中文原文 / Chinese Original
中西方对宇宙世界本原的认知方式及思维方式的不同导致中西医必将走向相反的方向,但是两者发展更像是一条路上的双行道。
首先宏观来看,中国传统观念里,世界本源是无极衍生生发出的阴阳五行,我认为这可以看作首先提出了”大一统场理论”,在此指导思想下继续完善可见及不可见世界,架构进一步的细节,做到万物皆可解释但却不愿意”较真”。西方更偏重于从局部入手,由局部逐渐探索到整体,知道的越多、不知道的也越多,由孤立理论整合到一直期望的大统一场理论。就医学层面来说,两者探索方式及方向从一开始注定了不会相同,明显中西医发展方向应当是相背的。

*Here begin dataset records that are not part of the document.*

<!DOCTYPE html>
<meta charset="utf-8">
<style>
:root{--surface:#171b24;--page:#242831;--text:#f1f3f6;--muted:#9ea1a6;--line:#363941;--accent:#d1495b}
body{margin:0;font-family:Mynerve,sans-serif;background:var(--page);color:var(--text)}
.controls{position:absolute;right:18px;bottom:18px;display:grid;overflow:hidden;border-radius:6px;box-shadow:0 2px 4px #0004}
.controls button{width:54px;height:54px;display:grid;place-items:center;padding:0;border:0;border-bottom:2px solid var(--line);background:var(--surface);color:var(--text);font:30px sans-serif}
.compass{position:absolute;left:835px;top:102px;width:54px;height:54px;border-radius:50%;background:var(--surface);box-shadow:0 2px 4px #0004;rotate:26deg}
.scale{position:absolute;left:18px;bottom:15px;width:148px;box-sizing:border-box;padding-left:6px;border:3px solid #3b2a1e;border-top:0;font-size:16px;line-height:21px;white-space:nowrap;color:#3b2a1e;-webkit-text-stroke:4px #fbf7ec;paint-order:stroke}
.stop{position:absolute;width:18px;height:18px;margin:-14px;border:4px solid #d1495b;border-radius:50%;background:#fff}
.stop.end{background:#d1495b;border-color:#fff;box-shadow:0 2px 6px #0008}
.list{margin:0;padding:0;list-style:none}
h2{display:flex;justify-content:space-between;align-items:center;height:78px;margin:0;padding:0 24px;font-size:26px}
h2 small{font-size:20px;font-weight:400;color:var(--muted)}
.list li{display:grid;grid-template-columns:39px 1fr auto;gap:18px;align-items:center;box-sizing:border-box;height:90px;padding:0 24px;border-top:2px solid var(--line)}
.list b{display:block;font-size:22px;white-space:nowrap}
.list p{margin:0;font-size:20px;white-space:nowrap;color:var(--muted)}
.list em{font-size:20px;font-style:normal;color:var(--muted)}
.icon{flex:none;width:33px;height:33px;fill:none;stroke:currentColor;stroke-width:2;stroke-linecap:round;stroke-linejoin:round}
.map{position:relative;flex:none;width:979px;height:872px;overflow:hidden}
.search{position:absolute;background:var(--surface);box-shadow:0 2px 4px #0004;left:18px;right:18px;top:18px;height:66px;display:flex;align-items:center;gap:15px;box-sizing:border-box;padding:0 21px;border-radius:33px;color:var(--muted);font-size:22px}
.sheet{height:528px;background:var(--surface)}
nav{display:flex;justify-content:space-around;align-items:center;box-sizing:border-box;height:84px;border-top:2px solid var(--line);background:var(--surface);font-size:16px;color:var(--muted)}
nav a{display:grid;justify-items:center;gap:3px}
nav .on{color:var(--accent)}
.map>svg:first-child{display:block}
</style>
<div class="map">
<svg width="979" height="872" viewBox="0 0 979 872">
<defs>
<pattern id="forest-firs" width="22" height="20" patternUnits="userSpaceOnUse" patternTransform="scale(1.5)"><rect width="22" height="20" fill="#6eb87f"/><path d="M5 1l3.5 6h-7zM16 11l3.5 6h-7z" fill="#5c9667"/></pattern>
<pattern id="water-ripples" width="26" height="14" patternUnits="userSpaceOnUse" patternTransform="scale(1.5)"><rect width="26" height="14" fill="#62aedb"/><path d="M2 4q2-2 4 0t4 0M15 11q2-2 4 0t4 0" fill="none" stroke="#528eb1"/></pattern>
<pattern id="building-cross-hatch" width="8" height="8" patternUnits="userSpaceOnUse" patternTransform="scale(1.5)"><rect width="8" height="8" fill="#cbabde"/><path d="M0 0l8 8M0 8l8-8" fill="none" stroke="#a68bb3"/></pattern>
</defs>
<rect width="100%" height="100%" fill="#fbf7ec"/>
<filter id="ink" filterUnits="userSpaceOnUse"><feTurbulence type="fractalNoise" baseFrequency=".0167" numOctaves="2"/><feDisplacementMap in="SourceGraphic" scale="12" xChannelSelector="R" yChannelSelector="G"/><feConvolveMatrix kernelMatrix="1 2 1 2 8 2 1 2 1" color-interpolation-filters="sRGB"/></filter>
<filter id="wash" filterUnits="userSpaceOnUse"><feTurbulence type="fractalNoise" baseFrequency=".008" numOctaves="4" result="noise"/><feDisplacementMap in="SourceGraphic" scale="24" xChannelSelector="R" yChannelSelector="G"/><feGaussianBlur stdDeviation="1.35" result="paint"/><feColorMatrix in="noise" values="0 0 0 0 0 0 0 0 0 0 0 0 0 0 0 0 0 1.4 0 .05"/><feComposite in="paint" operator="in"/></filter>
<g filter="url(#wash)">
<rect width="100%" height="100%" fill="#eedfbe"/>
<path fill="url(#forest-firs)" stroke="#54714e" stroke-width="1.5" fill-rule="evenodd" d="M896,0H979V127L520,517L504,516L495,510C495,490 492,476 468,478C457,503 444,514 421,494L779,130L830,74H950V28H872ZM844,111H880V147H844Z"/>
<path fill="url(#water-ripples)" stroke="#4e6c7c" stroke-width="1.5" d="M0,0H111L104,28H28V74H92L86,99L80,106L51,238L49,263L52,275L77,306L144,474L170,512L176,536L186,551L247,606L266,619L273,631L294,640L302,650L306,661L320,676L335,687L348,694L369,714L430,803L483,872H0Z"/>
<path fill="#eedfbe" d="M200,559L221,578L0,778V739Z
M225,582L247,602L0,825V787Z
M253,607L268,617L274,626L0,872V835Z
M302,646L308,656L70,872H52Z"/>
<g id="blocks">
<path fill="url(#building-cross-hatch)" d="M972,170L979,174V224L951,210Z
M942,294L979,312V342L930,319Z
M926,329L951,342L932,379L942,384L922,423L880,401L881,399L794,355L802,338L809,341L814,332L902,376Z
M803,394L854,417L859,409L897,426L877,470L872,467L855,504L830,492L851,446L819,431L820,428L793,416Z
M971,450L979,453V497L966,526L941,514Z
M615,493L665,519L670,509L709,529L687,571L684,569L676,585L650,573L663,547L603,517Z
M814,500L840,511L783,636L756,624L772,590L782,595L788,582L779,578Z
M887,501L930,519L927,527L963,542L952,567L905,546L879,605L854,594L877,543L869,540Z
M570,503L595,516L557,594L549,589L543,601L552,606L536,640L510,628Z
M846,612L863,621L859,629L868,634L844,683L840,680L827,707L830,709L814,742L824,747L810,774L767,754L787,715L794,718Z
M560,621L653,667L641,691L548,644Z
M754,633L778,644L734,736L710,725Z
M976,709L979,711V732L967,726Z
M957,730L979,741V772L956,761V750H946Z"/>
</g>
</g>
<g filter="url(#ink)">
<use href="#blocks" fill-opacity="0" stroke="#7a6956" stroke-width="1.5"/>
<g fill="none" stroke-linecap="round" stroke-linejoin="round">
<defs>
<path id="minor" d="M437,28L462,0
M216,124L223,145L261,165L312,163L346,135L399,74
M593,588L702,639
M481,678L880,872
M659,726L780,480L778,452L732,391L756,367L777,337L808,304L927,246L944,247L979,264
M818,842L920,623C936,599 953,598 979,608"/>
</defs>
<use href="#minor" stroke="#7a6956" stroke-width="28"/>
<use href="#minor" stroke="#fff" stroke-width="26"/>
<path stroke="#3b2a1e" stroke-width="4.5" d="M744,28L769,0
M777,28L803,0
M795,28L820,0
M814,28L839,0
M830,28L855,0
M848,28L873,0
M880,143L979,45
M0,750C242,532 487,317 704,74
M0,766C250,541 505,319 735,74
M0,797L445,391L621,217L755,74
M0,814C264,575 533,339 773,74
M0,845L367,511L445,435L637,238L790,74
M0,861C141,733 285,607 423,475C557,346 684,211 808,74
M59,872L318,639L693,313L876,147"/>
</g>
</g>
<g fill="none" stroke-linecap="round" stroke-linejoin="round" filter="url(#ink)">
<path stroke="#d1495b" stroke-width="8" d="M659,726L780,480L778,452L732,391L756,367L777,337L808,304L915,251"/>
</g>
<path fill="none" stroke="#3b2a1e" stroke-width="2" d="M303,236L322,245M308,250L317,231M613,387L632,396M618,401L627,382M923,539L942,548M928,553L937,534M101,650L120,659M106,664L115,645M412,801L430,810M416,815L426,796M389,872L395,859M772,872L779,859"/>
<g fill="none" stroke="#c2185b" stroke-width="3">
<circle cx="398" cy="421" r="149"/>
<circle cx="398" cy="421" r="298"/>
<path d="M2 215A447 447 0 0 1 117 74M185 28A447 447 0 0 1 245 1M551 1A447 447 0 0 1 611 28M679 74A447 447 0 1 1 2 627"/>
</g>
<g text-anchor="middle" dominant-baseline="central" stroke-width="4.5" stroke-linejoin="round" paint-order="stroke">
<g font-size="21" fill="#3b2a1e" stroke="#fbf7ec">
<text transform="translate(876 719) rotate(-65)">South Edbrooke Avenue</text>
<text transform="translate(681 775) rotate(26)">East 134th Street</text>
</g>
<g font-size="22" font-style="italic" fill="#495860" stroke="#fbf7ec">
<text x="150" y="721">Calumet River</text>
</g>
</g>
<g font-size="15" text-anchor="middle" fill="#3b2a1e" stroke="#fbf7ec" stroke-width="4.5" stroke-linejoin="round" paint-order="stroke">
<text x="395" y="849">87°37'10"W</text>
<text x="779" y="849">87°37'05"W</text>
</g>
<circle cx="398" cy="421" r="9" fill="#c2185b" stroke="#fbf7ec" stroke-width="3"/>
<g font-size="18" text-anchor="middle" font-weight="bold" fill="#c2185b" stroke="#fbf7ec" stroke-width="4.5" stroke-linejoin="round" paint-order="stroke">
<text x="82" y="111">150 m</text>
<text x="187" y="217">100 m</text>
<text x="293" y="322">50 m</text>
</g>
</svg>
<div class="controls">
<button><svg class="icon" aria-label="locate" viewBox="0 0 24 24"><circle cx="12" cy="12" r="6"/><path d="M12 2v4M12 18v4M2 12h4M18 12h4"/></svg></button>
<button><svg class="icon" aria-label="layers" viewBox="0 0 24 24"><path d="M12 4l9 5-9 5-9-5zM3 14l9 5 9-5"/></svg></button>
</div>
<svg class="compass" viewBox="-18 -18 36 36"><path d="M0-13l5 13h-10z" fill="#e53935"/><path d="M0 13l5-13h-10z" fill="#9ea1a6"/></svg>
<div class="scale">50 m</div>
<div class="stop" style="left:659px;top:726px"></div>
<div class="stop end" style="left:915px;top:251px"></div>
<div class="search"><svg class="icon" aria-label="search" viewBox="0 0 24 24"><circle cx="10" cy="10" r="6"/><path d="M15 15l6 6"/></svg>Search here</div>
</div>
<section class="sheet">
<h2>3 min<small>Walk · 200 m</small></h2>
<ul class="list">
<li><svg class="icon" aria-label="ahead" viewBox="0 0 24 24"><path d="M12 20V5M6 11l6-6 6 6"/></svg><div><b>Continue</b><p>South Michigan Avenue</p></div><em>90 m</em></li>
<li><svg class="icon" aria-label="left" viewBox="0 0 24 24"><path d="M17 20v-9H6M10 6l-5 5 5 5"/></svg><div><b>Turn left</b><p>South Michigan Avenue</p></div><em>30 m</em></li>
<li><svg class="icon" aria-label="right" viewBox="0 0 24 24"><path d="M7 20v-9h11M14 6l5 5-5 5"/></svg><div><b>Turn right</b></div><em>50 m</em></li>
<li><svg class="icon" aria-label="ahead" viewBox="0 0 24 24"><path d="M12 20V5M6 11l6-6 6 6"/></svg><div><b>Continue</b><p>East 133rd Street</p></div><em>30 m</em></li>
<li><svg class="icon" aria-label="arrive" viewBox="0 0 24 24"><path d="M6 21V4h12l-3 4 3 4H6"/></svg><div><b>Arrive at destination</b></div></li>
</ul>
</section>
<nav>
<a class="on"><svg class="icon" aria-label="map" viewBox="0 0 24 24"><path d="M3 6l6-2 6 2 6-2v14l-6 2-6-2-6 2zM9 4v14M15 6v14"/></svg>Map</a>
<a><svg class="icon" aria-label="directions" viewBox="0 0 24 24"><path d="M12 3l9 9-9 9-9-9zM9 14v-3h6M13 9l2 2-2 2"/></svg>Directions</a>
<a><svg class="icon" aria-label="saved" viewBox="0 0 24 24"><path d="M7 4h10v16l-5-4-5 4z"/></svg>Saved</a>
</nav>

思维方式的差别亦是原因之一。在我看来,中式思维更多的是循环思维,有一种统一性、注重系统的思考,对未来的追问则是淡泊的,更注重当下感受及比对现在与过去的不同于相同,归纳总结之后得到发展规律,当然这种保守式的快乐也必定不会带来突变的奇迹。西式思维更像是直线思维,感受的是差异性、不确定性,愿意穷极世界起源与终结,甚至狂热崇拜神学,自然这种”激进”也会带来某些意外的突破。这种平和与激烈的不同从一开始就决定了中西方医学未来截然不同的走向。西医越发展越发现自己能力的局限,直线性思维更偏向于真理、理性方法,是一种不确定感基调上对确定感的追求,是从局部的量积累达到质方面的豁然开朗,而中式思维是在确定性基调中对不确定性的推演与归纳,因此中医更多的是经验、是感悟的直觉,善于比对、追求体系。
因此我们可以看出,以后医学发展过程中,中医的优势是个体好变通,弊端是难以转型,心态不够理性,可能会越来越脱离实用。其论证的力度在于论据的共鸣感,高度抽象的主题并不求严密论证。然而这种思维方式放在现代显得不够严谨。西医长期以来解剖、对药物动力学的研究、标准的制定放在现代就显示出其能够大规模生产的优势。
对事物的理解在实际世界表现出来的就是关于历史、地理、经济、社会种种不同却又有万千联系的特征。如商品经济与农耕经济的侧重点不同导致对草药的关注不同,地理位置与气候的不同导致草药不同、居住民的体质不同研究方法不同、社会环境世俗眼光不同导致科研环境不同等。我认为近代政治环境、历史发展的表现的不同都是我们对最本质事物的理解方式不同导致。将其特殊化到医学发展,道理亦然。